*The problem*
Leaving pictures aside, set down each line exactly, from the first line of the data to the line with "c.lineJoin = 'round';", both included.

───── Information shown

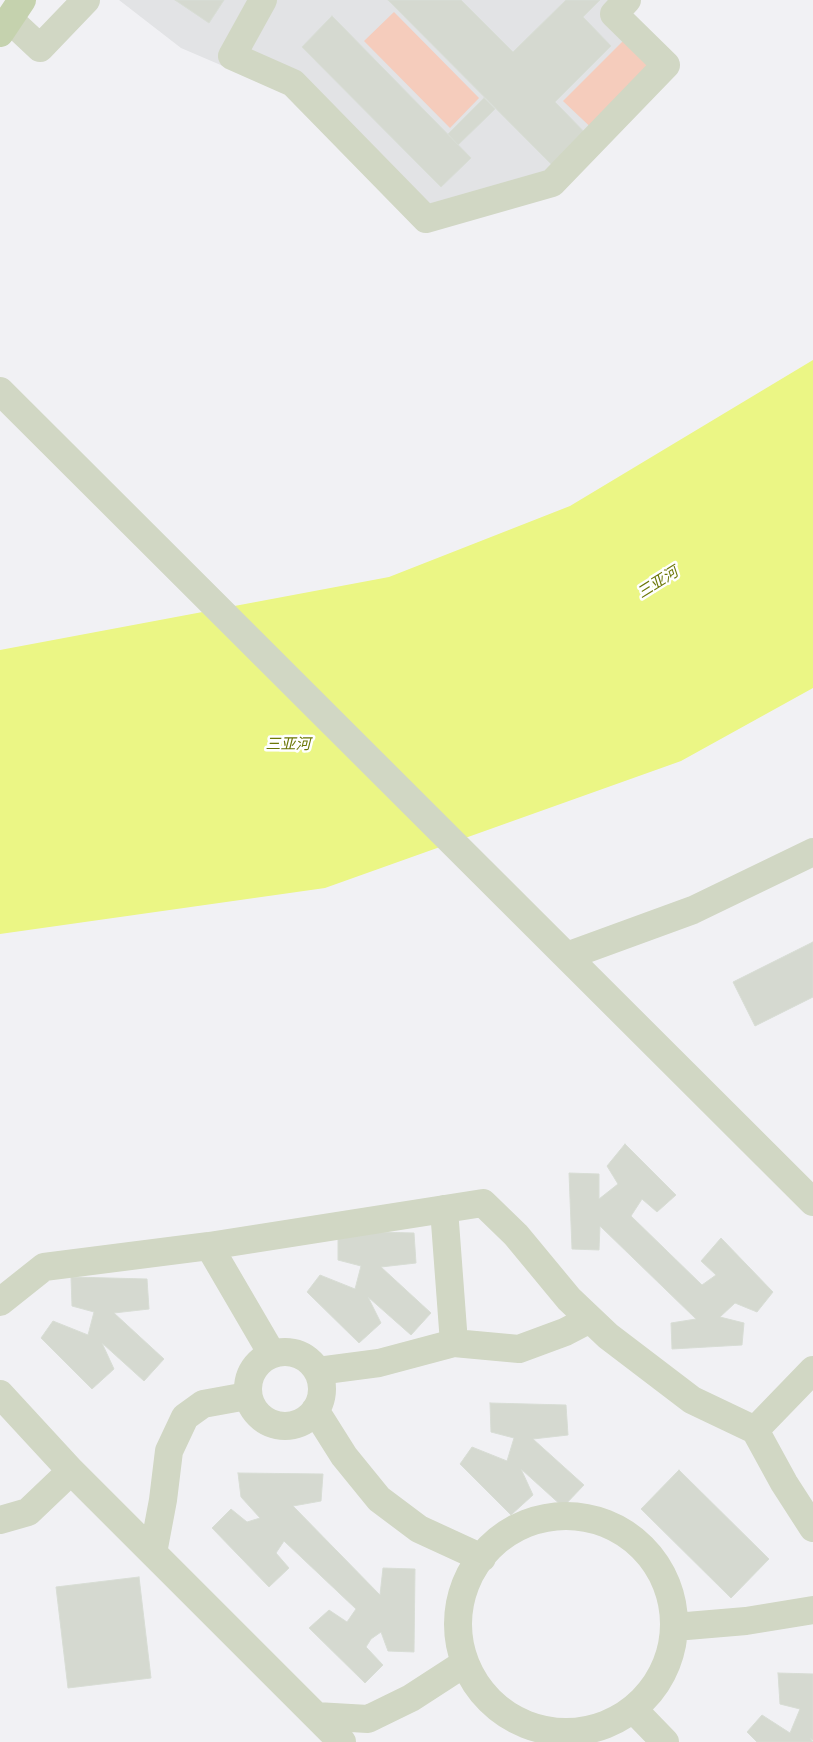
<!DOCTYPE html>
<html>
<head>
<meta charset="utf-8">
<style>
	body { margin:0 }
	canvas { display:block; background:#f1f1f4 }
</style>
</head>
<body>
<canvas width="813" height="1742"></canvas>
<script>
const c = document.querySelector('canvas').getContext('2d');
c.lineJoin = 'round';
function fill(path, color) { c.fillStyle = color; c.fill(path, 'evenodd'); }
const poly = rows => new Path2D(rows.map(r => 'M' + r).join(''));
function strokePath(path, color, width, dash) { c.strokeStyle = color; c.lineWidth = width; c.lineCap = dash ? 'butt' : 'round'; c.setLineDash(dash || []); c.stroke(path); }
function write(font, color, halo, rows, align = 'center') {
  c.font = font + ' Helvetica,"Noto Sans SC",sans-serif'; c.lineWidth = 5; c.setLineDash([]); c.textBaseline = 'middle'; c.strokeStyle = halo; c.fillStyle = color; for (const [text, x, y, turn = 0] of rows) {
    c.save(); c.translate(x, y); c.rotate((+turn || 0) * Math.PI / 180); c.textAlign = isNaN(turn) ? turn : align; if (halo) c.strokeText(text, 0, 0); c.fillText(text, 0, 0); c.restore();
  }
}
fill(poly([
	[119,0,633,0,621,12,674,65,552,190,426,227,293,96,181,48]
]), '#e2e3e5');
fill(poly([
	[394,12,479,98,450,128,364,41],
	[626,38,662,73,600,136,563,101]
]), '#f5ccbc');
fill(poly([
	[813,360,813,688,681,761,325,888,0,934,0,650,389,577,570,506]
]), '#ebf685');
const building = poly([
	[175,0,224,0,209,23,175,0],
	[388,0,461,0,513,52,566,0,600,0,583,17,611,46,555,102,592,140,559,172,388,0],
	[332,16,471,158,441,187,302,47,332,16],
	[484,98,495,109,458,145,448,134,484,98],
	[813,942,813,997,755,1026,733,982,813,942],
	[625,1144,676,1195,657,1212,642,1199,631,1216,702,1285,716,1275,701,1261,721,1238,773,1292,757,1312,735,1303,720,1317,744,1323,742,1345,672,1349,671,1323,696,1319,600,1226,599,1250,572,1249,569,1173,599,1174,599,1199,618,1184,607,1166,625,1144],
	[338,1231,414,1233,416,1263,381,1267,431,1313,411,1335,368,1297,381,1323,359,1343,307,1292,320,1275,355,1289,361,1266,338,1260,338,1231],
	[71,1277,147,1279,149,1309,114,1313,164,1359,144,1381,102,1343,114,1369,92,1389,41,1338,53,1321,88,1335,94,1312,72,1306,71,1277],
	[490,1403,566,1405,568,1435,533,1439,584,1485,563,1507,521,1469,533,1495,511,1515,460,1464,472,1447,507,1461,514,1438,491,1432,490,1403],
	[679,1470,769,1559,731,1598,641,1509,679,1470],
	[238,1473,323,1474,321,1501,293,1506,380,1595,383,1568,415,1569,414,1652,388,1651,381,1632,371,1639,366,1647,383,1665,365,1683,309,1628,329,1610,347,1622,356,1609,284,1541,276,1553,289,1568,269,1587,212,1528,231,1509,247,1522,260,1518,241,1497,238,1473],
	[139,1577,151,1678,68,1688,56,1587,139,1577],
	[778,1673,813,1674,813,1740,810,1738,813,1742,757,1742,747,1732,762,1715,790,1733,800,1709,780,1704,778,1673]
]);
fill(building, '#d5d9d0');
strokePath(building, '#d8ddd5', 1);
strokePath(poly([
	[263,0,232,56,293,83,426,219,552,183,666,65,614,14,627,0],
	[9,19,40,48,86,0],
	[0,391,813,1202],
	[567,956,693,910,813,852],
	[444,1209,454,1343],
	[209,1246,272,1354],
	[0,1302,44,1267,209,1246,483,1203,516,1235,569,1299,608,1336,692,1400,755,1430,784,1483,813,1528],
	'248 1389a37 37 0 1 1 74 0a37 37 0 1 1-74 0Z',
	[318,1371,379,1363,454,1343,519,1349,565,1332,590,1319],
	[0,1394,71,1471,342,1742],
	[315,1410,344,1456,379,1499,419,1529,482,1558],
	[755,1430,813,1370],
	'458 1624a108 108 0 1 1 216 0a108 108 0 1 1-216 0Z',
	[0,1520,28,1512,71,1471],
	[153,1553,163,1500,169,1451,185,1417,203,1404,247,1396],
	[675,1627,746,1621,813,1610],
	[633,1709,665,1742],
	[316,1716,368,1719,411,1698,465,1663]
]), '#d1d7c4', 28);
strokePath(poly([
	[0,33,22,0]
]), '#c5d2ae', 28);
write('italic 15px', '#6c7707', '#fff', [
	["三亚河",658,583,-32],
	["三亚河",288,745]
]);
</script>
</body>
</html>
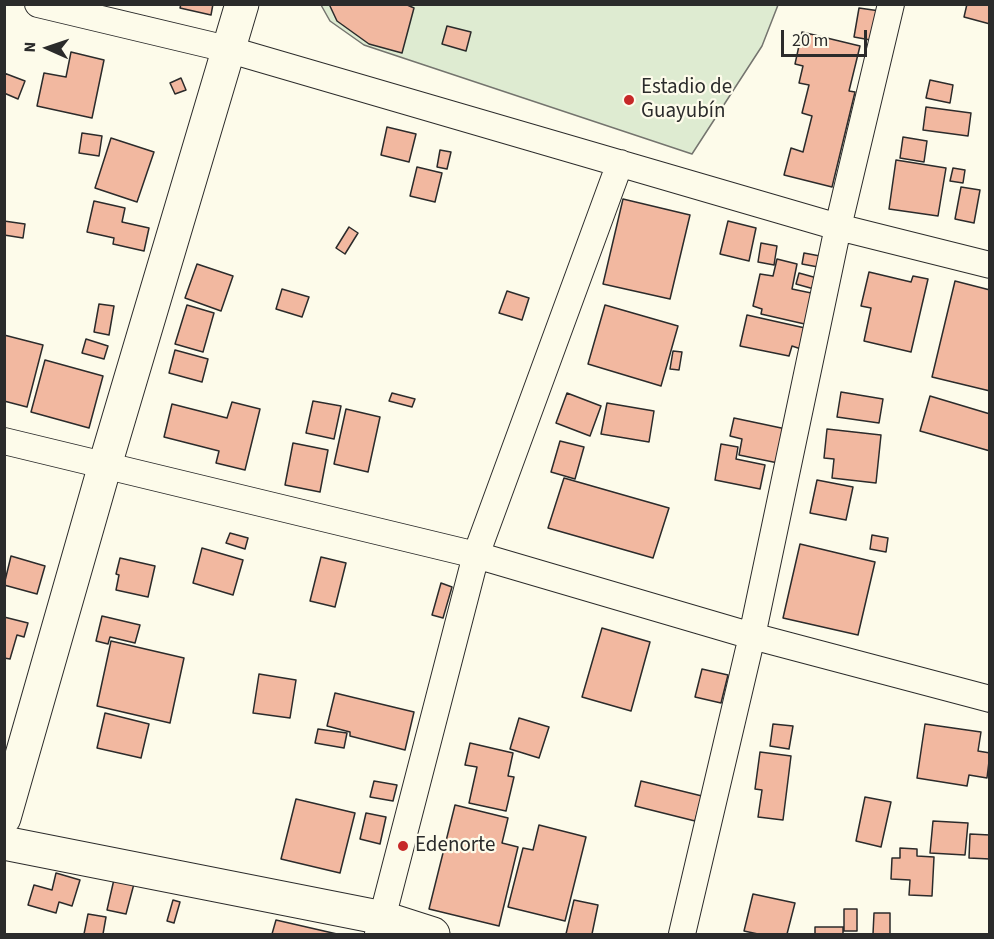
<!DOCTYPE html>
<html>
<head>
<meta charset="utf-8">
<style>
  body { margin:0 }
  #map { position:relative; width:994px; height:939px; overflow:hidden; background:#fdfbea; font-family:"Source Sans 3",sans-serif }
  canvas { display:block }
  .frame { position:absolute; inset:0; border:6px solid #2b2b2b; pointer-events:none }
  .north { position:absolute; left:18px; top:18px; width:60px; height:60px; -webkit-text-stroke:4px #fdfbea; paint-order:stroke; rotate:273deg; font-size:16px; font-weight:700; line-height:24px; text-align:center; color:#2b2b2b }
  .north::after { content:''; display:block; margin:auto; width:21px; height:27px; background:#2b2b2b; clip-path:polygon(50% 0,100% 100%,50% 72%,0 100%) }
  .scale { position:absolute; left:781px; top:30px; width:86px; height:27px; box-sizing:border-box; border:3px solid #2b2b2b; border-top:0; padding-left:8px; font-size:18px; line-height:21px; white-space:nowrap; color:#2b2b2b; -webkit-text-stroke:4px #fdfbea; paint-order:stroke }
</style>
</head>
<body>
<div id="map">
<canvas width="994" height="939"></canvas>
<div class="frame"></div>
<div class="north">N</div>
<div class="scale">20 m</div>
</div>
<script>
const ctx = document.querySelector('canvas').getContext('2d');
ctx.lineJoin = 'round';
function fillPath(path, color) {
  ctx.fillStyle = color;
  ctx.fill(path, 'evenodd');
}
function strokePath(path, color, width, dash) {
  ctx.strokeStyle = color;
  ctx.lineWidth = width;
  ctx.lineCap = dash ? 'butt' : 'round';
  ctx.setLineDash(dash || []);
  ctx.stroke(path);
}
function write(font, color, halo, rows, align = 'center') {
  ctx.font = font + ' "Source Sans 3",sans-serif';
  ctx.lineWidth = 4.5;
  ctx.setLineDash([]);
  ctx.textBaseline = 'middle';
  ctx.strokeStyle = halo;
  ctx.fillStyle = color;
  for (const [text, x, y, turn = 0] of rows) {
    ctx.save();
    ctx.translate(x, y);
    ctx.rotate((+turn || 0) * Math.PI / 180);
    ctx.textAlign = isNaN(turn) ? turn : align;
    if (halo) ctx.strokeText(text, 0, 0);
    ctx.fillText(text, 0, 0);
    ctx.restore();
  }
}
const green = new Path2D(`
  M321,5H778L762,46L692,154L364,45L330,21Z`);
fillPath(green, '#deebd1');
strokePath(green, '#74746e', 1.5);
const building = new Path2D(`
  M181,4H213L211,15L180,8Z
  M329,4H405L414,8L402,53L369,44L337,21Z
  M967,4H990V24L964,17Z
  M859,8L880,11L876,41L854,37Z
  M447,26L471,32L466,51L442,44Z
  M802,32L860,46L849,91L855,92L832,187L784,175L791,148L803,152L812,116L802,113L809,85L799,83L803,66L795,64Z
  M71,52L104,60L92,118L37,106L44,73L66,77Z
  M4,73L25,81L18,99L4,93Z
  M181,78L186,90L175,94L170,83Z
  M930,80L953,85L950,103L926,98Z
  M926,107L971,113L968,136L923,130Z
  M387,127L416,134L409,162L381,155Z
  M82,133L102,136L99,156L79,153Z
  M903,137L927,141L924,162L900,158Z
  M111,138L154,152L137,202L95,188Z
  M440,150L451,152L447,169L437,167Z
  M896,160L946,168L938,216L889,209Z
  M417,167L442,173L435,202L410,196Z
  M953,168L965,170L963,183L950,181Z
  M961,187L980,190L974,223L955,219Z
  M623,199L690,215L670,299L603,284Z
  M94,201L125,208L122,222L149,228L144,251L113,244L114,238L87,232Z
  M4,221L25,224L23,238L4,235Z
  M728,221L756,228L749,261L720,254Z
  M349,227L358,233L345,254L336,248Z
  M761,243L777,246L774,265L758,262Z
  M804,253L820,256L818,267L802,264Z
  M777,259L797,264L792,289L816,294L809,325L761,314L762,309L753,306L760,274L773,276Z
  M197,264L233,276L221,311L185,298Z
  M869,272L911,282L913,276L928,279L911,352L864,341L871,308L861,306Z
  M799,273L817,278L814,289L796,284Z
  M955,281L990,290V391L932,377Z
  M282,289L309,297L302,317L276,309Z
  M507,291L529,298L522,320L499,313Z
  M99,304L114,306L109,335L94,332Z
  M187,305L214,313L203,352L175,344Z
  M605,305L678,326L661,386L588,364Z
  M747,315L805,328L801,349L792,346L789,356L740,346Z
  M4,335L43,345L27,407L4,401Z
  M86,339L108,346L104,359L82,353Z
  M175,350L208,359L202,382L169,373Z
  M673,351L682,352L679,370L670,369Z
  M45,360L103,376L89,428L31,412Z
  M841,392L883,399L879,423L837,417Z
  M392,393L415,399L412,407L389,401Z
  M567,393L601,406L590,436L556,423Z
  M930,396L990,414V451L920,431Z
  M313,401L341,406L334,439L306,433Z
  M232,402L260,409L245,470L216,463L219,451L164,437L172,404L227,418Z
  M607,403L654,411L649,442L601,434Z
  M346,409L380,417L368,472L334,464Z
  M734,418L786,429L778,463L739,455L742,439L730,436Z
  M827,429L881,435L876,483L832,478L834,459L824,458Z
  M560,441L584,447L575,479L551,472Z
  M293,443L328,450L320,492L285,485Z
  M721,444L738,447L736,459L765,465L760,489L715,480Z
  M564,478L669,508L653,558L548,528Z
  M817,480L853,487L846,520L810,513Z
  M230,533L248,538L245,549L226,543Z
  M872,535L888,538L886,552L870,549Z
  M800,544L875,562L858,635L783,618Z
  M202,548L243,560L233,595L193,583Z
  M11,556L45,566L37,594L4,585Z
  M321,557L346,563L335,607L310,601Z
  M120,558L155,566L148,597L116,590L119,575L116,574Z
  M441,583L452,587L443,618L432,615Z
  M102,616L140,625L135,643L110,637L108,644L96,641Z
  M4,617L28,623L24,637L17,635L10,659L4,658Z
  M602,628L650,642L631,711L582,697Z
  M111,641L184,658L170,723L97,706Z
  M702,669L728,675L721,703L695,697Z
  M259,674L296,680L290,718L253,713Z
  M335,693L414,712L405,750L350,736V732L327,726Z
  M105,713L149,724L141,758L97,748Z
  M519,718L549,727L539,758L510,749Z
  M773,724L793,726L789,749L770,746Z
  M925,724L981,732L978,751L990,753L987,778L969,775L967,786L917,778Z
  M318,729L347,733L344,748L315,743Z
  M470,743L513,753L508,776L514,777L506,811L469,803L477,767L465,765Z
  M760,752L791,756L783,820L758,817L762,790L755,789Z
  M374,781L397,785L393,801L370,797Z
  M641,781L702,796L695,821L635,806Z
  M865,797L891,802L881,847L856,841Z
  M296,799L355,813L340,873L281,859Z
  M455,805L508,818L502,843L518,847L499,926L429,909Z
  M366,813L386,817L380,844L360,839Z
  M933,821L968,823L965,855L930,853Z
  M539,825L586,837L565,921L508,907L523,848L533,850Z
  M970,834L990,835V859L969,858Z
  M900,848L917,849V856L934,857L932,896L909,895L910,880L891,879L892,858H900Z
  M56,873L80,880L72,906L59,902L56,913L28,905L34,885L52,890Z
  M115,875L135,880L126,914L107,910Z
  M753,894L795,903L787,934H758L744,931Z
  M173,900L180,902L174,923L167,921Z
  M574,900L598,905L592,934H566Z
  M844,909H857V931H844Z
  M874,913H890V934H873Z
  M88,914L106,917L103,934H84Z
  M276,920L337,934H272Z
  M815,927H843V934H815Z`);
fillPath(building, '#f2b8a0');
strokePath(building, '#2b2b2b', 1.5);
const street = new Path2D(`
  M38,4L227,49L838,227L990,265
  M4,441L476,555L752,636L990,699
  M378,934L476,555L620,163
  M682,934L752,636L838,227L891,4`);
const secondary = new Path2D(`
  M4,818L105,465L242,4`);
const primary = new Path2D(`
  M4,843L383,918L433,934`);
strokePath(street, '#2b2b2b', 28);
strokePath(secondary, '#2b2b2b', 35);
strokePath(primary, '#2b2b2b', 35);
strokePath(street, '#fdfbea', 26);
strokePath(secondary, '#fdfbea', 33);
strokePath(primary, '#fdfbea', 33);
for (const [x, y, r, color] of [
  [629,100,6,"#c62828"],
  [403,846,6,"#c62828"]
]) {
  const dot = new Path2D();
  dot.arc(x, y, r, 0, 2 * Math.PI);
  ctx.fillStyle = color;
  ctx.fill(dot);
  strokePath(dot, '#fdfbea', 2);
}
write('21px', '#2b2b2b', '#fdfbea', [
  ["Estadio de",641,88],
  ["Guayubín",641,112],
  ["Edenorte",415,846]
], 'left');
</script>
</body>
</html>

──────────

*Output of the exercise*
<!DOCTYPE html>
<html>
<head>
<meta charset="utf-8">
<style>
	body { margin:0 }
	canvas { display:block; background:#f1f1f4 }
</style>
</head>
<body>
<canvas width="813" height="1742"></canvas>
<script>
const c = document.querySelector('canvas').getContext('2d');
c.lineJoin = 'round';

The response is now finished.